勝鬘院(読み)しょうまんいん

日本大百科全書(ニッポニカ)の解説

勝鬘院
しょうまんいん

大阪市天王寺区夕陽丘(ゆうひがおか)町にある和宗の寺。荒陵山(こうりょうざん)勝鬘院愛染堂(あいぜんどう)と号する。本尊は愛染明王。593年(推古天皇1)聖徳太子が四天王寺内に設置した施設施薬院(せやくいん)の前身で、ここで太子が『勝鬘経(しょうまんぎょう)』を講じたことから現院号に改めたという。もと真言(しんごん)密教勝鬘流の根本道場であったが、数度の天災、兵火により焼失、1594年(文禄3)豊臣(とよとみ)秀吉が本堂、多宝塔(国の重要文化財)を再建、多宝塔は桃山建築の美を現在に伝えている。

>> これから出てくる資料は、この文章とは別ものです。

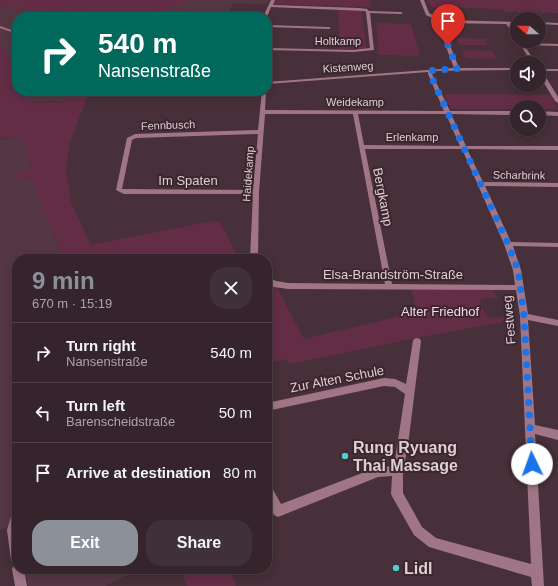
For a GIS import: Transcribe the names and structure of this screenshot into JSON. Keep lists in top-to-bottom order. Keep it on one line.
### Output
{"streets":{"street":["Holtkamp","Kistenweg","Weidekamp","Fennbusch","Erlenkamp","Haidekamp","Scharbrink","Im Spaten","Bergkamp","Elsa-Brandström-Straße","Festweg","Zur Alten Schule"]},"crossings":[["Kistenweg","Festweg"],["Weidekamp","Haidekamp"],["Weidekamp","Bergkamp"],["Weidekamp","Festweg"],["Fennbusch","Haidekamp"],["Fennbusch","Im Spaten"],["Erlenkamp","Bergkamp"],["Erlenkamp","Festweg"],["Haidekamp","Im Spaten"],["Scharbrink","Festweg"],["Bergkamp","Elsa-Brandström-Straße"],["Elsa-Brandström-Straße","Festweg"]],"parks":["Alter Friedhof"],"places":["Rung Ryuang Thai Massage","Lidl"],"north":"left","page":{"turn":["540 m","Nansenstraße"],"heading":["9 min","670 m · 15:19"],"list":[{"name":"Turn right","note":"Nansenstraße","value":"540 m"},{"name":"Turn left","note":"Barenscheidstraße","value":"50 m"},{"name":"Arrive at destination","value":"80 m"}],"buttons":["Exit","Share"]}}
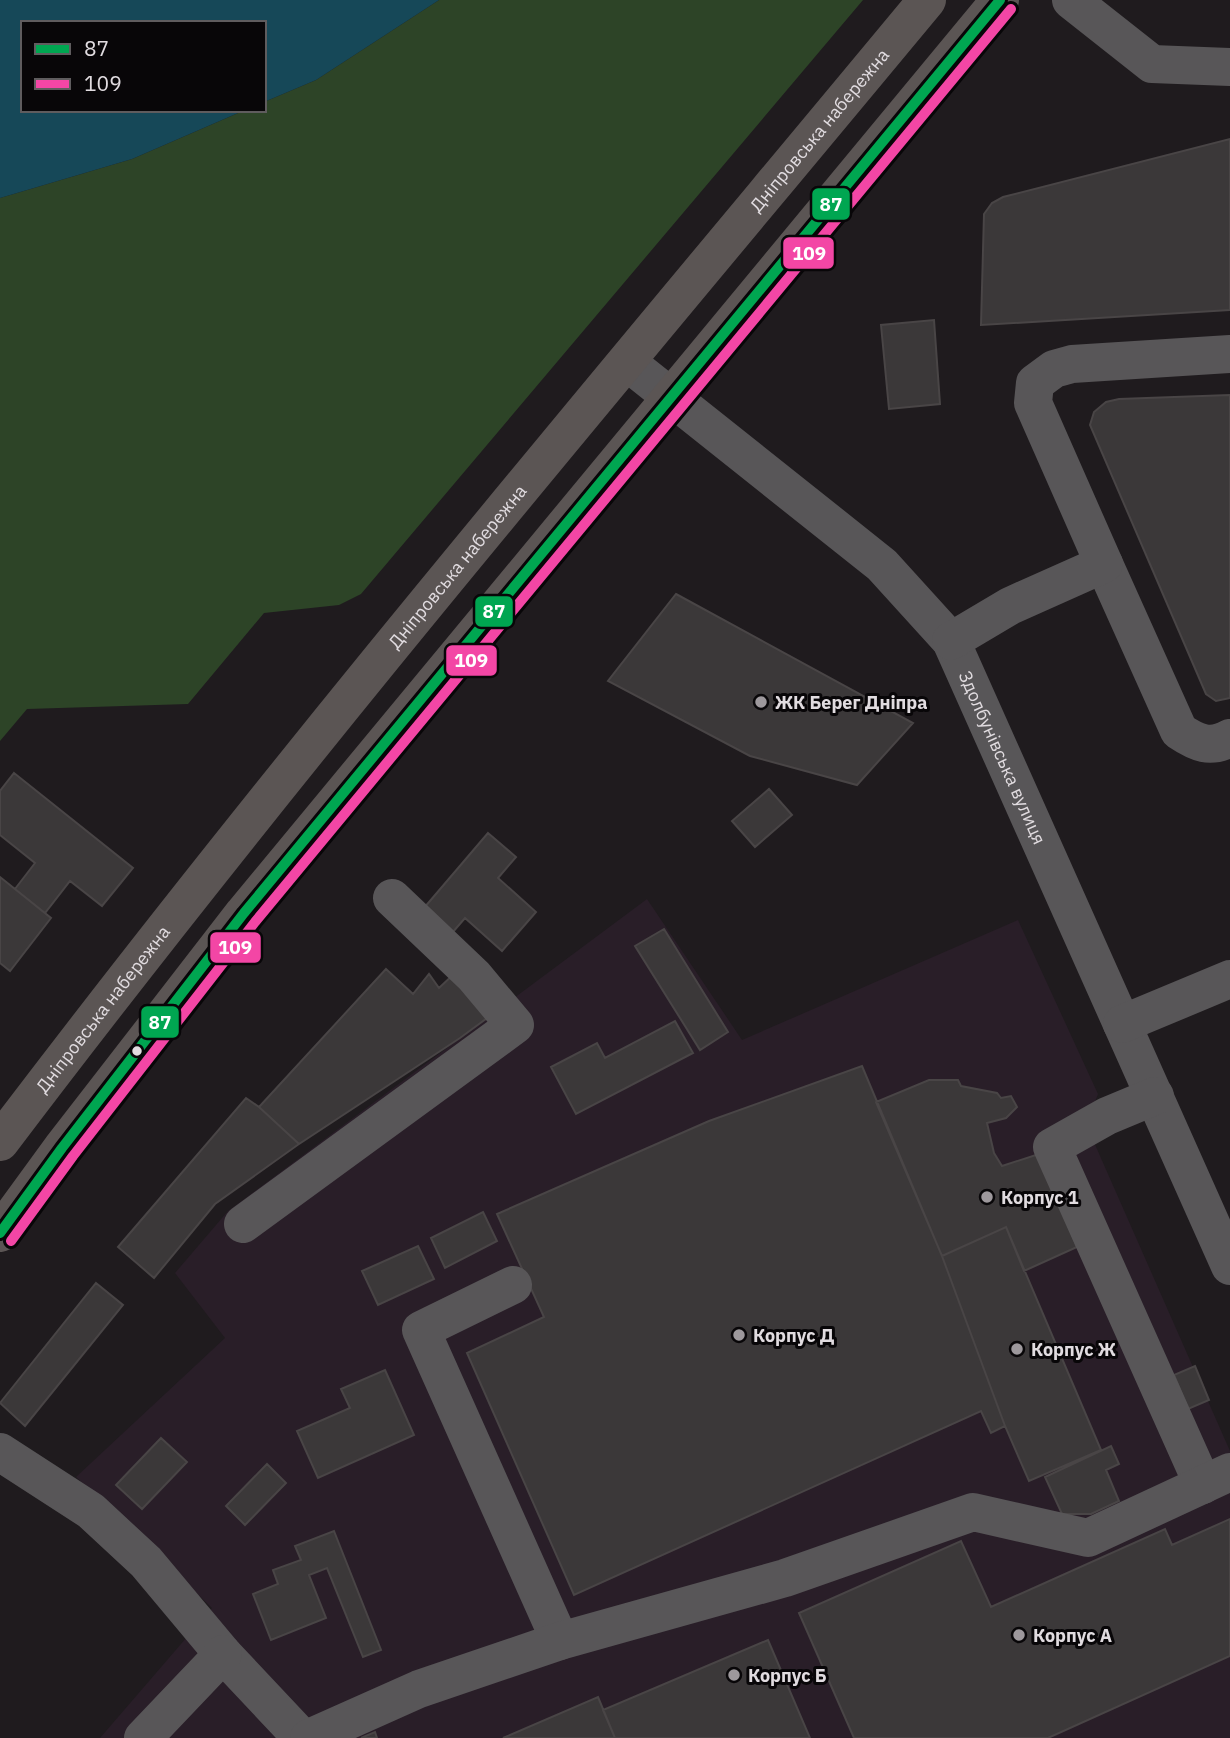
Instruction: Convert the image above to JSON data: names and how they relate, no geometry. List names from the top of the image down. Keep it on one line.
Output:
{"streets":{"main road":["Дніпровська набережна"],"street":["Здолбунівська вулиця"]},"crossings":[["Дніпровська набережна","Здолбунівська вулиця"]],"places":["ЖК Берег Дніпра","Корпус 1","Корпус Д","Корпус Ж","Корпус А","Корпус Б"],"lines":["transit line 87","transit line 109"],"legend":["87","109"]}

また、山門、中門、本堂、多宝塔が南北一線に並ぶ堂塔の配置は建築史上特異な様式を示すものである。本尊を開扉する愛染まつり(6月30~7月2日)には参詣(さんけい)者が多い。

[大鹿実秋]

出典 小学館 日本大百科全書(ニッポニカ)日本大百科全書(ニッポニカ)について 情報 | 凡例

精選版 日本国語大辞典の解説

しょうまん‐いん ‥ヰン【勝鬘院】

大阪市天王寺区夕陽丘町にある四天王寺の別院。聖徳太子設立の施薬院を前身とする。文祿三年(一五九四)豊臣秀吉が再建。本尊は愛染明王。愛染堂。愛染さん。勝鬘。